I got in my time-machine and am posting on stellar magnetic recombination, today 26 July. Rice publishes this "tomorrow".
Of the exoplanetary systems we know, 1053 stars have a calculable Rossby ratio, of stellar rotation rate to convective turnover time
. Thence they calculate Alfvén radius: past which, stellar wind breaks free of the magnetic field. The paper proper uses per-planet "ASHC", Alfvén surface habitability criterion, hoping for greater than 1. TRAPPIST-1 e is here, at around 1.08; "superterran" LHS-1140 b is 1.036.
Thus 84 exoplanets in our sample have orbits which lie inside the CHZ and that also lie outside the star's Alfvén surface: 34 of these have been classified as terran (11) or superterran (23) planets
. For those interested here's raw data (text).

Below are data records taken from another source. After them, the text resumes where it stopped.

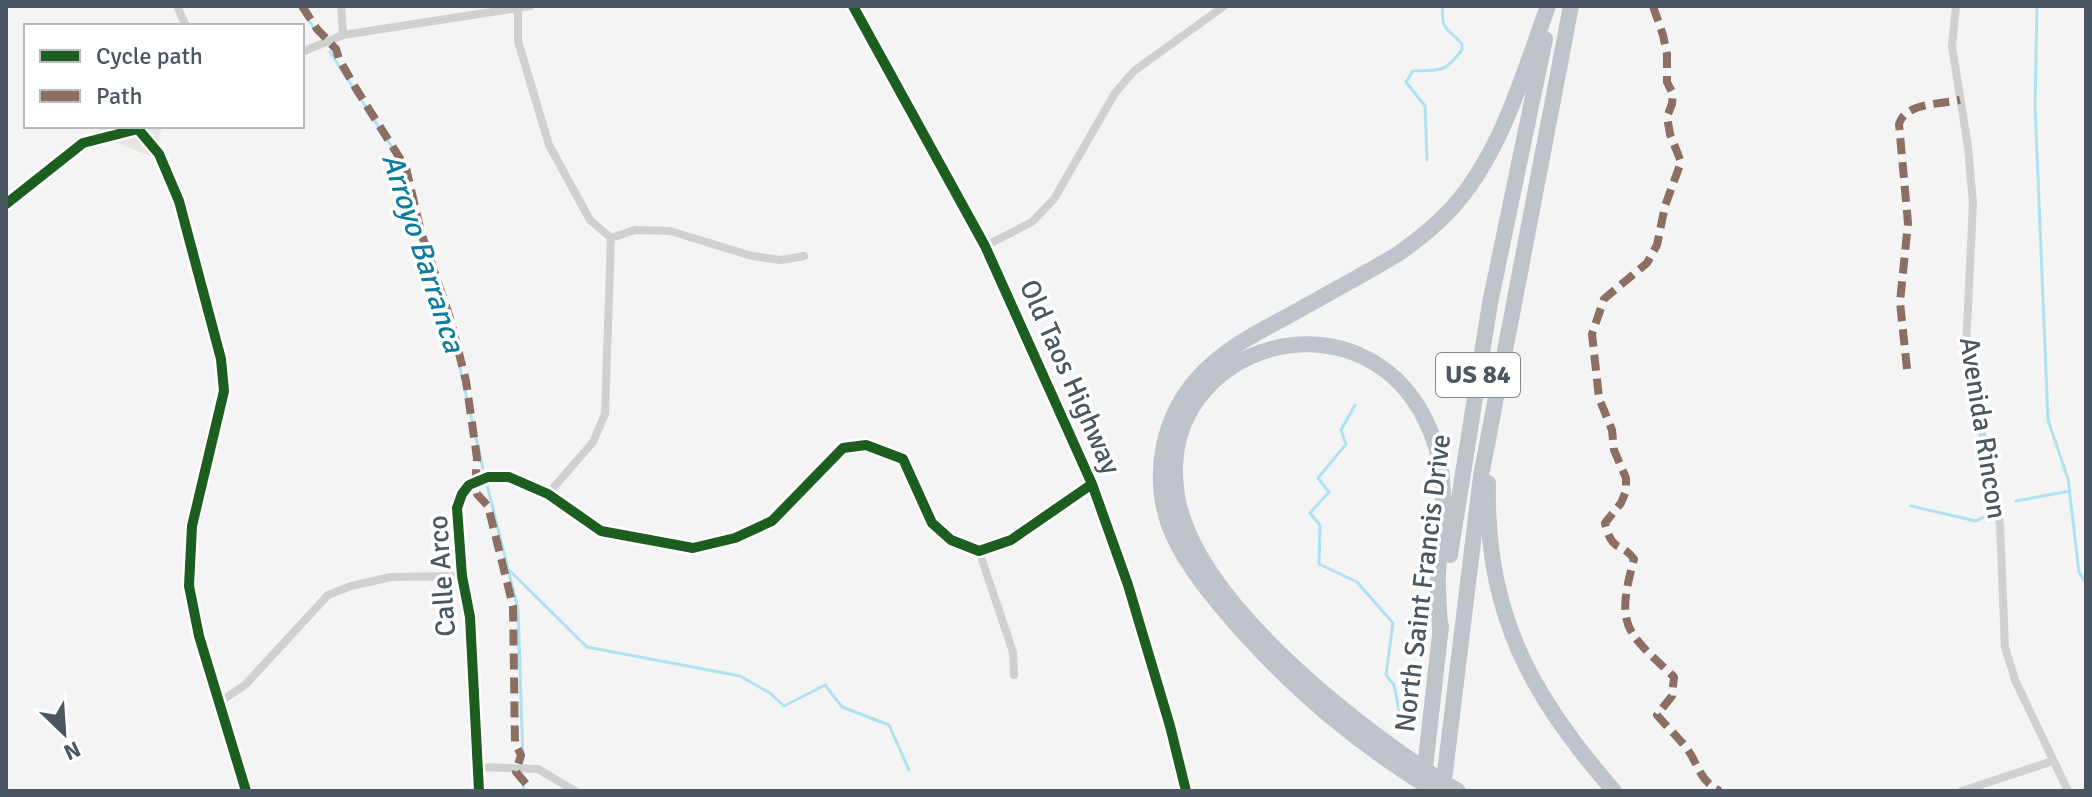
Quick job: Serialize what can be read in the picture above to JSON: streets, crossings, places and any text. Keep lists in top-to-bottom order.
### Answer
{
  "streets": {
    "highway": ["US 84", "North Saint Francis Drive"],
    "street": ["Old Taos Highway", "Avenida Rincon", "Calle Arco"]
  },
  "water": ["Arroyo Barranca"],
  "legend": ["Cycle path", "Path"],
  "north": "bottom right"
}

Most dwarf planets of stars as have been spotted are transits of M dwarfs. They trend inside Alfvén so they lose atmo. Proxima Centauri b was always deemed a blasted wasteland; it is inside the Alfvén sphere too. Ross-128 b is another one ruled-out; UPDATE 7/27 as are both GJ 1002 planets especially the inner one. And this blog has never taken TRAPPIST-1 b,c,d seriously.
Just because some planet is free of ASHC=1 doesn't mean we can pack our bags. TRAPPIST-1 e is argued in a 2019 paper as not sufficing in magnetic-moment. Escaping all the nets are only two: K2-3 d and Kepler-186 f; I am unsure why we're not talking K-452 b and the other potential photosynthetics. As to ice worlds as can ignore sunlight, I don't know that such be possible beneath ASHC although LHS-1140 c comes close.
I must repeat: our sample is weighted heavily toward transits (so too close) and obviously-uninhabitable giants. Earthlikes at 0.8 AU from K stars, or 1 AU from G like us, might not be possible to spot from here.